Fig. 2: Grid cells show reduced spatial coding after PNN removal.

a, b Example grid cells from control and chABC-treated rats. Color-coded rate maps (top), running path with spikes superimposed (middle) and spatial autocorrelation maps (bottom) for four grid cells in controls (a) and four grid cells in chABC-treated rats (b). The number above the rate map is maximum firing rate and the number above the autocorrelation map is gridness score. c Removing PNNs did not reduce gridness in the familiar environment (median; Control 0.63; chABC 0.56, p = 0.694). d The dispersed spiking outside grid cell fields caused the spatial specificity of grid cells to decrease (median; Control 0.57; chABC 0.45, p < 0.0001), in addition to reducing the e spatial information (median; Control 0.36; chABC 0.2, p < 0.0001). f Maximum firing rate was reduced (median; Control 9.32; chABC 6.93, p = 0.009). g Grid cell bursting ratio was measured as the number of bursting events divided by the number of single-spike events.
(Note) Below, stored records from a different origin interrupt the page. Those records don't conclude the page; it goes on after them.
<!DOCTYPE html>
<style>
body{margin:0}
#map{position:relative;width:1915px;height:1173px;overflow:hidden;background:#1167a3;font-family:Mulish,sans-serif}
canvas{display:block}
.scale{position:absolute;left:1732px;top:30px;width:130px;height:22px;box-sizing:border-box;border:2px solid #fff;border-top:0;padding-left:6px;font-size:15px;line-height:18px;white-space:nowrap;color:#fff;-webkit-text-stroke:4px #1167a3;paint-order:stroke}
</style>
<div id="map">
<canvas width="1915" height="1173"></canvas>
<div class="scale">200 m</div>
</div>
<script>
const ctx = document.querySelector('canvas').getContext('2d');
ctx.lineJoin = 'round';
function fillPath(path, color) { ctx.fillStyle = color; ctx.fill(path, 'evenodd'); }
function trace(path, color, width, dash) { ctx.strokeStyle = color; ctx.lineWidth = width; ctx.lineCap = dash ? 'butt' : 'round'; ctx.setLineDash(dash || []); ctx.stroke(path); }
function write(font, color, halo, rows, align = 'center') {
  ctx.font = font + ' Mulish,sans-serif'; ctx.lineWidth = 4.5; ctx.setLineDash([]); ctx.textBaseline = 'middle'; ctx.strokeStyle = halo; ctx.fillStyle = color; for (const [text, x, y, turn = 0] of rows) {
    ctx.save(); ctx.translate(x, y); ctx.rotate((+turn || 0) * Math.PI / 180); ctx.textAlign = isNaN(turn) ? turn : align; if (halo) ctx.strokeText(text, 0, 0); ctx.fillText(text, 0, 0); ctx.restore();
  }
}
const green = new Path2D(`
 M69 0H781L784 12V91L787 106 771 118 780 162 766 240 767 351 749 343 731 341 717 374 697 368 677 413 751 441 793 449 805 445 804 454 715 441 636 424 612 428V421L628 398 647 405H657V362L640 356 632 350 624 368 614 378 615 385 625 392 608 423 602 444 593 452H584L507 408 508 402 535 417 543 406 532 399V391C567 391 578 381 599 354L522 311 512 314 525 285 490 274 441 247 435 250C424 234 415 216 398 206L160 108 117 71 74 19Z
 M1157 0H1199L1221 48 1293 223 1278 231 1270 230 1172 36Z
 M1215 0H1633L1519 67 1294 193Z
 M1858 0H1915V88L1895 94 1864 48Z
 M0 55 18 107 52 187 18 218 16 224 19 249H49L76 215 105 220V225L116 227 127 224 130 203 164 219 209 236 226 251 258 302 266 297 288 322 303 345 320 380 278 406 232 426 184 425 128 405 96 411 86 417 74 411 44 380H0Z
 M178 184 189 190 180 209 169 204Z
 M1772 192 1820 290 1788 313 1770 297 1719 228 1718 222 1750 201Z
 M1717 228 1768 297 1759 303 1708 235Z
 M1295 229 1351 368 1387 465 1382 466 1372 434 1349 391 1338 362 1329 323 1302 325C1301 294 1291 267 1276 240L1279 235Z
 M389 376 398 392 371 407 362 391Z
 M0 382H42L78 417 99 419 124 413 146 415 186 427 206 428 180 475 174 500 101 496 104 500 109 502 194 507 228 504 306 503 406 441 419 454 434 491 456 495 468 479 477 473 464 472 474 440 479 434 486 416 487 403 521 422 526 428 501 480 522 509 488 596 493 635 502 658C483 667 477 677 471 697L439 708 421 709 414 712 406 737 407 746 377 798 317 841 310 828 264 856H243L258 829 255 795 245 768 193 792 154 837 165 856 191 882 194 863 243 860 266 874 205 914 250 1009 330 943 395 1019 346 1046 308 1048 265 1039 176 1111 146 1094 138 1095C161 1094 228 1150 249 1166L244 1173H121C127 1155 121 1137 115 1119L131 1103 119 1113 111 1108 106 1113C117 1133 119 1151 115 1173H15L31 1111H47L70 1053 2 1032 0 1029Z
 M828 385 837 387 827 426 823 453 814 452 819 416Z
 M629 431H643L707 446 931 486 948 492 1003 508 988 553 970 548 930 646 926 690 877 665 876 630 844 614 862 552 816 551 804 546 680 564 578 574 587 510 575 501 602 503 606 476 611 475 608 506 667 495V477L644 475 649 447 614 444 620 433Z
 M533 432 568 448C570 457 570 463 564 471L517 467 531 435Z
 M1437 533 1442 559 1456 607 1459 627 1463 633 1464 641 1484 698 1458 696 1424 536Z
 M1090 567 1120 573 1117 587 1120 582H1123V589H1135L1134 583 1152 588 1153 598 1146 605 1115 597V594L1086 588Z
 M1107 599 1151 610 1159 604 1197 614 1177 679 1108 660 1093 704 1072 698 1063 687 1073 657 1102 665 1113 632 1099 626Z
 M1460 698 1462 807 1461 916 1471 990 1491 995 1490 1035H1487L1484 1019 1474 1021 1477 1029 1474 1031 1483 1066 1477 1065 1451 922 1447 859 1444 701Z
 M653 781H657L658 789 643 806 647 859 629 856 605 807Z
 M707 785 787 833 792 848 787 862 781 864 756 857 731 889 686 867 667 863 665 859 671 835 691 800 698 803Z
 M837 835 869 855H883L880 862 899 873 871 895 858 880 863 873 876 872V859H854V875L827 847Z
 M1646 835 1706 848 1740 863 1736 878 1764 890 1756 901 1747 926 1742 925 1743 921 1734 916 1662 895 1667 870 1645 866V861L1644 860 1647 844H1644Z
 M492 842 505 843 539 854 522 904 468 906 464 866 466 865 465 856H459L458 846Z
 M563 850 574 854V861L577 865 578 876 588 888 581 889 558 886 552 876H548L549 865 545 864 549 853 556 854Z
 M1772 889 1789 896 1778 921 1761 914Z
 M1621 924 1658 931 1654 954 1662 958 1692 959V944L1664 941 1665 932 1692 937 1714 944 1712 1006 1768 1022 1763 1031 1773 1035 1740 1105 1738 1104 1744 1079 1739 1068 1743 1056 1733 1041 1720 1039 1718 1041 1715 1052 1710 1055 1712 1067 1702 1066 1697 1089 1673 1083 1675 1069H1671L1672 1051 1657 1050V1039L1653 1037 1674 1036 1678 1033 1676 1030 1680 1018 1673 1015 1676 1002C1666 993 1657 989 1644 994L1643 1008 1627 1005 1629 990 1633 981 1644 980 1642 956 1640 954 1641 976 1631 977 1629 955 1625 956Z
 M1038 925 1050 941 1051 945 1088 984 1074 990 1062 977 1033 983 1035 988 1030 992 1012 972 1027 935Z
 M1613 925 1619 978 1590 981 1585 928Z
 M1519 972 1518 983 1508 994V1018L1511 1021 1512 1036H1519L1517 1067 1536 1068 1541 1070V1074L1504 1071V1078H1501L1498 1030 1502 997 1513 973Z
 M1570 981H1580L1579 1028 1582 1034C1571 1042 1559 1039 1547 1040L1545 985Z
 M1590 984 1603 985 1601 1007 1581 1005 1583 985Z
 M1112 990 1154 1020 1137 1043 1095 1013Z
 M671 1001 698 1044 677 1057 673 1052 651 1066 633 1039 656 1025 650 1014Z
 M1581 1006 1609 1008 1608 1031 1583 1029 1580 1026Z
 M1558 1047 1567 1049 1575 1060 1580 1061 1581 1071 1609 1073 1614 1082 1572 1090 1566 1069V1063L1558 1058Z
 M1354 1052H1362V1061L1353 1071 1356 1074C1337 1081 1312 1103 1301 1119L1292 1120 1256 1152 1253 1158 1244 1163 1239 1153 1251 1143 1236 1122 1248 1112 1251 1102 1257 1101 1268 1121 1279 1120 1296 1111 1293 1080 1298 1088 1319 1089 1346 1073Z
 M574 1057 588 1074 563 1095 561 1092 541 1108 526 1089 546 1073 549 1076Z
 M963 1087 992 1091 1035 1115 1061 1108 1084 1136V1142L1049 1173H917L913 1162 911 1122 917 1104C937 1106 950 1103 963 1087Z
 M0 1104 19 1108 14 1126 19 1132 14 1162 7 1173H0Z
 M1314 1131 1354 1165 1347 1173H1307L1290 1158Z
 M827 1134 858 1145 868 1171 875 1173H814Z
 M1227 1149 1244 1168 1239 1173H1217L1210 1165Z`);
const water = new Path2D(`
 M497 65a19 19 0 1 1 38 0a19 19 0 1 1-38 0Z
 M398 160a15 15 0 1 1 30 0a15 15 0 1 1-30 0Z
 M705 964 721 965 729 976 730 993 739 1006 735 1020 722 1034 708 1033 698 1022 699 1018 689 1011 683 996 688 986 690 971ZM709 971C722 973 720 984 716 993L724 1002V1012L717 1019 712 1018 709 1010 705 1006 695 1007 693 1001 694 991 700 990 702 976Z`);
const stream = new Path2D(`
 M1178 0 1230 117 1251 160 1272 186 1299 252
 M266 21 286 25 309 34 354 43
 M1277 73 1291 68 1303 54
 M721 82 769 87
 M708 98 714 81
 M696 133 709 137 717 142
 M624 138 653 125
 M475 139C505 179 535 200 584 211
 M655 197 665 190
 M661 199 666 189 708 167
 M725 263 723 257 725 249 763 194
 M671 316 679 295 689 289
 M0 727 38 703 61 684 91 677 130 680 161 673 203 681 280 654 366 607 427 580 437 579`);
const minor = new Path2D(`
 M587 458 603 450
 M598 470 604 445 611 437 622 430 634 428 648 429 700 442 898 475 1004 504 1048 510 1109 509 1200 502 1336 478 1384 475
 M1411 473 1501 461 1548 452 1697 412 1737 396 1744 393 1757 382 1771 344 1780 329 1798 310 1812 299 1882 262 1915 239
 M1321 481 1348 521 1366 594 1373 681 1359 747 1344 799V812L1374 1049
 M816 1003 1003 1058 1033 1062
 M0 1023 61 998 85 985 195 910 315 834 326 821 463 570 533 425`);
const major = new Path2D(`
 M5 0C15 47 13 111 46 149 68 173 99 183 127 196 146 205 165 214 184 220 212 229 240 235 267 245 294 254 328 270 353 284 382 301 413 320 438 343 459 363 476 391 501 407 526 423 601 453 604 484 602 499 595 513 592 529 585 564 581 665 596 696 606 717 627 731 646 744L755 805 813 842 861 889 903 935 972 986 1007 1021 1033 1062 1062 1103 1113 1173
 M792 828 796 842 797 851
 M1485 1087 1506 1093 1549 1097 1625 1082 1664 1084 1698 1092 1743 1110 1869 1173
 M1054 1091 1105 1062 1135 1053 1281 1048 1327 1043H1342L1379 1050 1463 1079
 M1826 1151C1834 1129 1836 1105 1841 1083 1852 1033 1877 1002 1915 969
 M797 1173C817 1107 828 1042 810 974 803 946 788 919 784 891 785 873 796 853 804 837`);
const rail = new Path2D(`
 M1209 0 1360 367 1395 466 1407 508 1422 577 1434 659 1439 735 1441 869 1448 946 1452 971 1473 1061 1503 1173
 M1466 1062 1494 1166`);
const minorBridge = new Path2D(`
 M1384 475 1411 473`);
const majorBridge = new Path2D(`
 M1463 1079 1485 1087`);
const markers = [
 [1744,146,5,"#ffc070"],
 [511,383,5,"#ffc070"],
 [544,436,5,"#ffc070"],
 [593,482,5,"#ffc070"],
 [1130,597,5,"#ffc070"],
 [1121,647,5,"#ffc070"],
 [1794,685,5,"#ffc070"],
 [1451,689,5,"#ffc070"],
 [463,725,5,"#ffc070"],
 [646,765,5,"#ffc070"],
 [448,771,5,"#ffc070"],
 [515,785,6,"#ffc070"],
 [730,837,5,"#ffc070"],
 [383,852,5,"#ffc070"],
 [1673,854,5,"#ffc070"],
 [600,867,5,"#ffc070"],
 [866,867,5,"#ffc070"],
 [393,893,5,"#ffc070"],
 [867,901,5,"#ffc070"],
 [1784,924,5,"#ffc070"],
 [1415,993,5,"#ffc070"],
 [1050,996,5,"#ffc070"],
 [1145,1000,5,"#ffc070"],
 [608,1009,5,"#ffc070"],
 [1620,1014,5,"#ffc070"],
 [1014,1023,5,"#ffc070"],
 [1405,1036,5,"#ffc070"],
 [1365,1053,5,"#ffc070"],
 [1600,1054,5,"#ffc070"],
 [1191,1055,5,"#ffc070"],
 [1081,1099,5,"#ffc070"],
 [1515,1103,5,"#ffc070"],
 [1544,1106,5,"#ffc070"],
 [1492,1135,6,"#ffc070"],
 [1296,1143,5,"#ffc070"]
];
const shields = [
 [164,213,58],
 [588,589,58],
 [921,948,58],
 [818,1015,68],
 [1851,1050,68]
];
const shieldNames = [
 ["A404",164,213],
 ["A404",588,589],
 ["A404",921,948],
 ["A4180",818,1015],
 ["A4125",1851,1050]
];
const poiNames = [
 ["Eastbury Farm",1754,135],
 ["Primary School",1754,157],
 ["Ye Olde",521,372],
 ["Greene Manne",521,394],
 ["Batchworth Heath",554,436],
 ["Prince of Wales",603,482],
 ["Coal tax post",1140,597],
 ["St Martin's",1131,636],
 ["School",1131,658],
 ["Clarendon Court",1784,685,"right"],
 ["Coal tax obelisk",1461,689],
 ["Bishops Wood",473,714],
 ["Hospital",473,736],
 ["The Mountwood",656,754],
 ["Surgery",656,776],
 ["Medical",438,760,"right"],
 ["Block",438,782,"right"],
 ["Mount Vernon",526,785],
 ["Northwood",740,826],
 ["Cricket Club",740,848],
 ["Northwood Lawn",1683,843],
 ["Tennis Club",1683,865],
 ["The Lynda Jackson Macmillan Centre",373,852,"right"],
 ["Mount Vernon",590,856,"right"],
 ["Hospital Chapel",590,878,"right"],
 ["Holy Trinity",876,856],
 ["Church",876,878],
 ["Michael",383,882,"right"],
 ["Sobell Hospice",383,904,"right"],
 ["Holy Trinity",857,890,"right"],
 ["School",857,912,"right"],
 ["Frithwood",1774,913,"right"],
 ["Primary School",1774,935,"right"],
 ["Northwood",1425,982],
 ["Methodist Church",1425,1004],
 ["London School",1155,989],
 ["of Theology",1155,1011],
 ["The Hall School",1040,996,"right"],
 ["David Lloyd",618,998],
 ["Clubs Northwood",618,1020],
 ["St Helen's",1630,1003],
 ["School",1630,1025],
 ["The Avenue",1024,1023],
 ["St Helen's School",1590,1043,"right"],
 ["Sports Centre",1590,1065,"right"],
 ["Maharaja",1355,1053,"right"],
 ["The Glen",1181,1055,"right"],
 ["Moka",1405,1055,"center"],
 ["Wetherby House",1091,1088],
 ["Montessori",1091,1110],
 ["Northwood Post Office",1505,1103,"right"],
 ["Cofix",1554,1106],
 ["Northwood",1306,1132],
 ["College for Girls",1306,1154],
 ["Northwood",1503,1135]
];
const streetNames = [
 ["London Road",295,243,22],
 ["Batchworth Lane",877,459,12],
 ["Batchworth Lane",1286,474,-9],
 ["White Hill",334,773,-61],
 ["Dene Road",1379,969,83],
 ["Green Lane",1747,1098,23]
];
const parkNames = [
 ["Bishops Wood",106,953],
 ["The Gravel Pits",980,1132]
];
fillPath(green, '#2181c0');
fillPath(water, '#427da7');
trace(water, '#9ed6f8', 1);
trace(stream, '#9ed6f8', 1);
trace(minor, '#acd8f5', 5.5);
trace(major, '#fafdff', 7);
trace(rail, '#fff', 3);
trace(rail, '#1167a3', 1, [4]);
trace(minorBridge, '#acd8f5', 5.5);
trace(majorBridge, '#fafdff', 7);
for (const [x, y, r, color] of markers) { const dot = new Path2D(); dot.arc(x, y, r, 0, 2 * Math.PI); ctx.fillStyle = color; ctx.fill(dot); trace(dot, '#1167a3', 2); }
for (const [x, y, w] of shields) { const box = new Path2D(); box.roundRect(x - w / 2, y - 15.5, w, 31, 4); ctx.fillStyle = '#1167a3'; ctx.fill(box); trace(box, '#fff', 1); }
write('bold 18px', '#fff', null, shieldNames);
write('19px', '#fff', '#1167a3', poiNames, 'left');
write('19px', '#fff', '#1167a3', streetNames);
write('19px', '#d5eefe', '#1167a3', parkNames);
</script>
Rats with disrupted PNNs showed a large reduction in bursting event ratio (median; Control 0.08; chABC 0.02, p < 0.0001). h Spiking variability was measured as the coefficient of variation (CV) of interspike intervals (ISI). The method used here calculates CV of ISI using only spikes from passes though grid fields (Supplementary Fig. 5) (median; Control 0.99; chABC 0.82, p < 0.001). Violin plots show min to max and median (black line). Width of graph corresponds to number of samples for each value. Control n = 86, chABC n = 63. Mann–Whitney U test (two sided). **p < 0.01, ***p < 0.001, ****p < 0.0001. Source data are provided as a Source Data file.